BARACLUDE Treated Hepatitis B Patients Demonstrated Virologic Suppression To Undetectable Levels
Bristol-Myers Squibb announced data from a four-year cohort (ETV-022/901, n=146), which showed that 91 percent (98/108) of patients treated with BARACLUDE (entecavir) suppressed the amount of hepatitis B virus in the blood, or viral load, to undetectable levels(1) at week 192. Suppression of viral load to undetectable levels is a measure of antiviral treatment response; maintenance of viral load suppression is an important goal of chronic hepatitis B treatment. The results are being presented at the 58th Annual Meeting of the American Association for the Study of Liver Diseases (AASLD).
Patients in this cohort were nucleoside naive e-antigen (HBeAg)-positive patients with chronic hepatitis B infection. HBeAg is a viral protein identified as a marker of active replication of the hepatitis B virus. Patients in this cohort were initially treated with BARACLUDE 0.5 mg in study ETV-022 and continued treatment with BARACLUDE 1 mg by enrolling in study ETV- 901 with a less than or equal to 35 day treatment gap.

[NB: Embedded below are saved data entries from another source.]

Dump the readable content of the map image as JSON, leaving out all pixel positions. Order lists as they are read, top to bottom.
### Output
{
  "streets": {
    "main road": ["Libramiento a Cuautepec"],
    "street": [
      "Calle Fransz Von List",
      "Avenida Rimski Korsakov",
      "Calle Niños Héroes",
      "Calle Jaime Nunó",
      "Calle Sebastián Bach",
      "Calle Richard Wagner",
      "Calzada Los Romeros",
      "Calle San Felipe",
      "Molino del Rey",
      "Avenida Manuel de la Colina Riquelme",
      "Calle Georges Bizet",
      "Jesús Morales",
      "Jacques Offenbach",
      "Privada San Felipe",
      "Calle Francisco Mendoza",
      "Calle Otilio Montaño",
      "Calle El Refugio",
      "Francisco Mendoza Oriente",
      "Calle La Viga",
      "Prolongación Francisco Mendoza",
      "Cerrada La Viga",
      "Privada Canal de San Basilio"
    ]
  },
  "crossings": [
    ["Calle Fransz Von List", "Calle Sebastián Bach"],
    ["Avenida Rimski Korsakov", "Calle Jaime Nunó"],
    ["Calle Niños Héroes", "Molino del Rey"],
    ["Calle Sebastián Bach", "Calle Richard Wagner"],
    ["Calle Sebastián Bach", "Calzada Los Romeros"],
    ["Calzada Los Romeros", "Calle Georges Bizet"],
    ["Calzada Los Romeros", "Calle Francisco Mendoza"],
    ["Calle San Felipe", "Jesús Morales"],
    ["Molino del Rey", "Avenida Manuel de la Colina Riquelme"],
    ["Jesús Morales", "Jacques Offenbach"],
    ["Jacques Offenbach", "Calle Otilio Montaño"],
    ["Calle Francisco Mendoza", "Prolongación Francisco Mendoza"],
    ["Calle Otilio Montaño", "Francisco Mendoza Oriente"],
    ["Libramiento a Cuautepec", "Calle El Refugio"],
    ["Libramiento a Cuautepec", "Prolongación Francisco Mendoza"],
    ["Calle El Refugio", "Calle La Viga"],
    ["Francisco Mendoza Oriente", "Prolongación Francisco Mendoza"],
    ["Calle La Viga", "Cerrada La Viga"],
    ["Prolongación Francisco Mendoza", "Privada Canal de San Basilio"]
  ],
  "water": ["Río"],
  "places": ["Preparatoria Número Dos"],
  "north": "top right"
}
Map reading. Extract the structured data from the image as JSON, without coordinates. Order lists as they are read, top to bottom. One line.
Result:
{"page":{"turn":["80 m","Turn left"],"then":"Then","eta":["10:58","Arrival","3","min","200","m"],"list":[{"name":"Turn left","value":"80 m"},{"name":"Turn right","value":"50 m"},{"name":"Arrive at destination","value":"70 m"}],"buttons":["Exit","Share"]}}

Resistance monitoring in this cohort identified one patient with genotypic resistance to BARACLUDE at week 139 who had a virologic breakthrough at week 148.
"The data indicate that BARACLUDE maintained viral suppression through four years of treatment in this patient population," said Hugo Cheinquer, M.D., Universidade Federal Do Rio Grande Do Sul, Porto Alegre, Brazil. "That a majority of BARACLUDE patients had undetectable viral load at four years with one patient developing resistance is very encouraging news for physicians who treat this chronic disease."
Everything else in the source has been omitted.